The prognosis of West Nile virus disease is variable. According to the Centers for Disease Control and Prevention, from 1999 - 2015 the fatality rate of non-neuroinvasive West Nile virus infection was <1% while the fatality rate for neuroinvasive disease was 9% [15]. Fatigue, headache, and myalgias have been reported as persistent symptoms in subjects with neuroinvasive disease [16]. Individuals with acute flaccid paralysis have variable improvement with one study cohort showing varying degrees of improvement at 4-month follow-up and another cohort showing no improvement in limb strength at 8-month follow-up [11, 16].
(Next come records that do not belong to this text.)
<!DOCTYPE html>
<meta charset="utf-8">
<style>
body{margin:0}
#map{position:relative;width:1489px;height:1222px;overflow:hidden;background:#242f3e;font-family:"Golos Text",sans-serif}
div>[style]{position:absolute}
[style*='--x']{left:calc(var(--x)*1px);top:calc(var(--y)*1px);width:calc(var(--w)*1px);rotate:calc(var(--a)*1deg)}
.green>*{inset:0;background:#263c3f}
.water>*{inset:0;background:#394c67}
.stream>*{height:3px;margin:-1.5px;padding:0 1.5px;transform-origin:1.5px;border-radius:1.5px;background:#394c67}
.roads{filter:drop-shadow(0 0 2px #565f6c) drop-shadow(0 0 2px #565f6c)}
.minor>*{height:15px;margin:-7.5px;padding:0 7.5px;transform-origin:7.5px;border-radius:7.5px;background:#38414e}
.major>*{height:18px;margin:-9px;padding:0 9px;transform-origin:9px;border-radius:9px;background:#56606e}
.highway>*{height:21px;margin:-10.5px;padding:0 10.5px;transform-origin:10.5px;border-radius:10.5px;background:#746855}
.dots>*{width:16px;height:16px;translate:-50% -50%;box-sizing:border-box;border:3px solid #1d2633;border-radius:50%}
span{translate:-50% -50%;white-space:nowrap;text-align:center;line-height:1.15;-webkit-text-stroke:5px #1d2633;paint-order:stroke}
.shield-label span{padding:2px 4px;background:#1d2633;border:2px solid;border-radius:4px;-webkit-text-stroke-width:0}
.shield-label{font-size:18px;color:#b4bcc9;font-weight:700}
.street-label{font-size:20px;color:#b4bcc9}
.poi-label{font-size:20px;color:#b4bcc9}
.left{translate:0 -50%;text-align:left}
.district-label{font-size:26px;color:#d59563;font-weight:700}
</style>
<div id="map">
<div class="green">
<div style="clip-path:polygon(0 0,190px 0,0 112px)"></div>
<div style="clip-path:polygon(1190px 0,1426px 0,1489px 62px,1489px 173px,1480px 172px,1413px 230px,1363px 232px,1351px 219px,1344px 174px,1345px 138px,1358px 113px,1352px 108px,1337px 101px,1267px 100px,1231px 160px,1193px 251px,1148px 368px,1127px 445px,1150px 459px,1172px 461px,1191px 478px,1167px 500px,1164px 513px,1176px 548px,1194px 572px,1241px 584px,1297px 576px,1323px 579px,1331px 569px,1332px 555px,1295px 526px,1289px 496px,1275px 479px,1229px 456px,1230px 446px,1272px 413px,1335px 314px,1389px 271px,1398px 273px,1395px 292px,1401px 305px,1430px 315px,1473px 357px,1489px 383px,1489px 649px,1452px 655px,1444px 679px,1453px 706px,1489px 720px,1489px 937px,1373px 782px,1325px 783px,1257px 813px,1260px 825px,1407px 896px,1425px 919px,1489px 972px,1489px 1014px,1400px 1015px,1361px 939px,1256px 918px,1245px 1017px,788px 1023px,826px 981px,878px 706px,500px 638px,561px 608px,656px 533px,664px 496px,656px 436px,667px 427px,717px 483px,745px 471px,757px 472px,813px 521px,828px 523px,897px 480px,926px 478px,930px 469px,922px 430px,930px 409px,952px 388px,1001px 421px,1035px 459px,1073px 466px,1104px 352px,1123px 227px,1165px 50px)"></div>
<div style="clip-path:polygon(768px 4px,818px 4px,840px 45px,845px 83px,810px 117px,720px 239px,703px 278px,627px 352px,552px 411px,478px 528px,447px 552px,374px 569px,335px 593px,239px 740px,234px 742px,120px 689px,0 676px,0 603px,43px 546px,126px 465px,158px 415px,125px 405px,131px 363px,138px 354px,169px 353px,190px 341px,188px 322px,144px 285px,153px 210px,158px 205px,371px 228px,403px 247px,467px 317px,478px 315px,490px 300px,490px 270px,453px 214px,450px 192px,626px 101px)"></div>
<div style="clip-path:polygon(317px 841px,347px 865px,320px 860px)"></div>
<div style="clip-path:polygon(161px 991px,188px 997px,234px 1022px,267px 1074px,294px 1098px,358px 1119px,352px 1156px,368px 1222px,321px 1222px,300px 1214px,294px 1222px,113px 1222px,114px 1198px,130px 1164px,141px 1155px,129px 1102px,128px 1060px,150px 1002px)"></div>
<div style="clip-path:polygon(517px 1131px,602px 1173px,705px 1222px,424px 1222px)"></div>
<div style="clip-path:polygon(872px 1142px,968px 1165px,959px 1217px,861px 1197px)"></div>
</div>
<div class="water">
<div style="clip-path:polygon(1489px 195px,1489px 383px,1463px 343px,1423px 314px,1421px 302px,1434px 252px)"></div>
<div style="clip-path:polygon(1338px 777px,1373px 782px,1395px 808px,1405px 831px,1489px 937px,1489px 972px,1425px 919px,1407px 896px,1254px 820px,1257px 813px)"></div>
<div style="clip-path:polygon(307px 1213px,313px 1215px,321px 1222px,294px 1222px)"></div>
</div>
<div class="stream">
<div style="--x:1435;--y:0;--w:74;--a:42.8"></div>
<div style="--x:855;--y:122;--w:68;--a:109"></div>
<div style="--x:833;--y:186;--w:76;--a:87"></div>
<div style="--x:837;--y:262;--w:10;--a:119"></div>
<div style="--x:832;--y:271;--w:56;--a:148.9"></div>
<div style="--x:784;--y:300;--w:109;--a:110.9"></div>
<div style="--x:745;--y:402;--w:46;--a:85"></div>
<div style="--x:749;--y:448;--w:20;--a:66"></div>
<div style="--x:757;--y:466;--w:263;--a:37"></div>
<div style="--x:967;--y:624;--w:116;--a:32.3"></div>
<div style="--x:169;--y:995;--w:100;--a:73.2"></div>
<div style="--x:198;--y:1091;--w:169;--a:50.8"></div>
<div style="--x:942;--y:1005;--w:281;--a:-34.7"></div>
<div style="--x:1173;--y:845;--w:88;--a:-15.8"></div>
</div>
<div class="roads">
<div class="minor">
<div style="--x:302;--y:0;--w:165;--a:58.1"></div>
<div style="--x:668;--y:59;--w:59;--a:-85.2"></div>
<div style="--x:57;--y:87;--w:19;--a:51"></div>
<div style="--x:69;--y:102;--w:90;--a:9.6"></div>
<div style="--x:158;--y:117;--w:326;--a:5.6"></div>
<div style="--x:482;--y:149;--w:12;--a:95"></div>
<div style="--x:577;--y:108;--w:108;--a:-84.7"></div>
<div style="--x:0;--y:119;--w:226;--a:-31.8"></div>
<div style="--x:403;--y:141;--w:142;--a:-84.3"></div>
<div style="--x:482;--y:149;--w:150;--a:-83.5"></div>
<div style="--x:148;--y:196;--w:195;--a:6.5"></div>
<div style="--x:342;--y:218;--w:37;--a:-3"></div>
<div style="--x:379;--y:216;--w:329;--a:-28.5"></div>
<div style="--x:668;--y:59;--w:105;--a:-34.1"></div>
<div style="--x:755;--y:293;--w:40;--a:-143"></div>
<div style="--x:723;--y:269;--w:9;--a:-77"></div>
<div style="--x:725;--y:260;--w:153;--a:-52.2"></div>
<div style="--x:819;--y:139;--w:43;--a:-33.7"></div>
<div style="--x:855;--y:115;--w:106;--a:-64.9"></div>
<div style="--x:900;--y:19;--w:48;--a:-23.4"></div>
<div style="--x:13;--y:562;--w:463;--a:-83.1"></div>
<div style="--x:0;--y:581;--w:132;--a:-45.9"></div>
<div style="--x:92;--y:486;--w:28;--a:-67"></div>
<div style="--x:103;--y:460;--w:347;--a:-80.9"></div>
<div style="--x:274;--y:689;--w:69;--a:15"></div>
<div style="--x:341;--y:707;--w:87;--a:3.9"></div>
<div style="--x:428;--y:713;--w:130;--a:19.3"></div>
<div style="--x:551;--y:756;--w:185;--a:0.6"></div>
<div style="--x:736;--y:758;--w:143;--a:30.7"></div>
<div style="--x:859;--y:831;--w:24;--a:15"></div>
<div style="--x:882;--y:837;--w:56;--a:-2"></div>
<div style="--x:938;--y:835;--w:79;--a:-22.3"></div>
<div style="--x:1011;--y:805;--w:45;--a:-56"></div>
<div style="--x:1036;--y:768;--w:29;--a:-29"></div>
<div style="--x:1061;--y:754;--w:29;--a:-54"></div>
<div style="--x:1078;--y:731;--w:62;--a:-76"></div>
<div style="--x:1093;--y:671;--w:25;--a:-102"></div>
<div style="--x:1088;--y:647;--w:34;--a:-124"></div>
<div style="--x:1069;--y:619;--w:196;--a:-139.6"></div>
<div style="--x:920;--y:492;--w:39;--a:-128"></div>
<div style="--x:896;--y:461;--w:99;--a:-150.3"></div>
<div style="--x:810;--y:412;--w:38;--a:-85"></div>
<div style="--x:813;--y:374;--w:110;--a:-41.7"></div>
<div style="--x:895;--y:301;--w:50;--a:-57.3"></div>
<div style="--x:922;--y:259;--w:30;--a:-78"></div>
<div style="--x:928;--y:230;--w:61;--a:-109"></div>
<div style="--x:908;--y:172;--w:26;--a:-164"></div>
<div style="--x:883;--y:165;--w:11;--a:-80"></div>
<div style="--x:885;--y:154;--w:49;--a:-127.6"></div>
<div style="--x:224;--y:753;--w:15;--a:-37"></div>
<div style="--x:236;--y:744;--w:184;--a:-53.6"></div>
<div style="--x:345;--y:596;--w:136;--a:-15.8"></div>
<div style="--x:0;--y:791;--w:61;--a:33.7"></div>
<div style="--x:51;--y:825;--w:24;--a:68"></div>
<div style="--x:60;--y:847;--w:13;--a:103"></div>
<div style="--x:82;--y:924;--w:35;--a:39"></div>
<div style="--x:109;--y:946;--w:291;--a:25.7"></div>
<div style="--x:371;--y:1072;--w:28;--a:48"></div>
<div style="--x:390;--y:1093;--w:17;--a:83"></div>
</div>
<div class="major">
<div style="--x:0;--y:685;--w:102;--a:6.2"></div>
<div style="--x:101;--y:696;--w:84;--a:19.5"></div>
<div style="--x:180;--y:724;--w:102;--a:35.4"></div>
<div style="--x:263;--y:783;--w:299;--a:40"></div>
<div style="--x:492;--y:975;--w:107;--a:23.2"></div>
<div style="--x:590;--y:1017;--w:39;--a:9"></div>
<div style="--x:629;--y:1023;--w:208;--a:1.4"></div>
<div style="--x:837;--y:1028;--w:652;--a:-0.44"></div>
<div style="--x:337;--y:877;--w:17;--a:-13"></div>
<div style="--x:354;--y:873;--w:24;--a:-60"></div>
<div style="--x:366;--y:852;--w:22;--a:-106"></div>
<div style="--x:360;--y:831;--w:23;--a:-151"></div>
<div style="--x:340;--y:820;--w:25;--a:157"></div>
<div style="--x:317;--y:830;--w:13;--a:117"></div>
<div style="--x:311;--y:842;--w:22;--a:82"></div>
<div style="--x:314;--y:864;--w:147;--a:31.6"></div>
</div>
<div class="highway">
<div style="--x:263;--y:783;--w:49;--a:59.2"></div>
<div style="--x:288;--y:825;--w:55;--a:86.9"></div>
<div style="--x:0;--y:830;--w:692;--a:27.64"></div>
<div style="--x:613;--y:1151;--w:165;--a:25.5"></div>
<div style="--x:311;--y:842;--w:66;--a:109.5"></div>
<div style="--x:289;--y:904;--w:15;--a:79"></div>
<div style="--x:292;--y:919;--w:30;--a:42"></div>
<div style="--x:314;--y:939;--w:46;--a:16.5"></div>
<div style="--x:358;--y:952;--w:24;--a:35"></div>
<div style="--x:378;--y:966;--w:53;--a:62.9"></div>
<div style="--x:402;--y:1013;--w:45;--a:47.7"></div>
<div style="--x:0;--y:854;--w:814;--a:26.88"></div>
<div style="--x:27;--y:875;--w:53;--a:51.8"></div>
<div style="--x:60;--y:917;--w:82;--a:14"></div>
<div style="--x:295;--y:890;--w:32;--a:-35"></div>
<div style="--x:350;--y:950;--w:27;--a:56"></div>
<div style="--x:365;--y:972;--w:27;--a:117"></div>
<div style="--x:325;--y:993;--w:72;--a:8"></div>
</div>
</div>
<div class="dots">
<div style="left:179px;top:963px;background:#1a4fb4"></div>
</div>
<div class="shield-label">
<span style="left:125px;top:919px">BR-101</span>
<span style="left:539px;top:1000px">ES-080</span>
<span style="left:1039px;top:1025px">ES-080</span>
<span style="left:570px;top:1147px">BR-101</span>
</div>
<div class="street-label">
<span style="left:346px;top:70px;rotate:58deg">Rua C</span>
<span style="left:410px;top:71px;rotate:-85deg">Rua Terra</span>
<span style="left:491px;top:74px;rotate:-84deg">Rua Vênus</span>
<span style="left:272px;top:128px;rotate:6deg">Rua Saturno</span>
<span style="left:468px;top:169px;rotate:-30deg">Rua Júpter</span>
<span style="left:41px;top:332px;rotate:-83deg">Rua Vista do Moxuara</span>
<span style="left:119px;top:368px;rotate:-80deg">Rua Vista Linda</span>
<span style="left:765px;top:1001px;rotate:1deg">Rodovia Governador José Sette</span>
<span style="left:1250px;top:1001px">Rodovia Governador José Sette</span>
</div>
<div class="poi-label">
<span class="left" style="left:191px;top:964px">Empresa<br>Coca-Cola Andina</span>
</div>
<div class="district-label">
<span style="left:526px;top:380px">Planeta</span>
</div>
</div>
Given the morbidity and mortality of neuroinvasive West Nile virus infection, it is important to consider it in the differential diagnosis for patients presenting with neurological symptoms including meningeal signs, altered mental status, and/or acute paralysis. Heightened awareness of West Nile virus especially during the summer and early fall months is vital in order to diagnose this clinically variable disease.

Financial Disclosures

The author has no financial disclosures relevant to this manuscript.

Disclosure Statement

The author declares that there is no conflict of interest regarding the publication of this paper.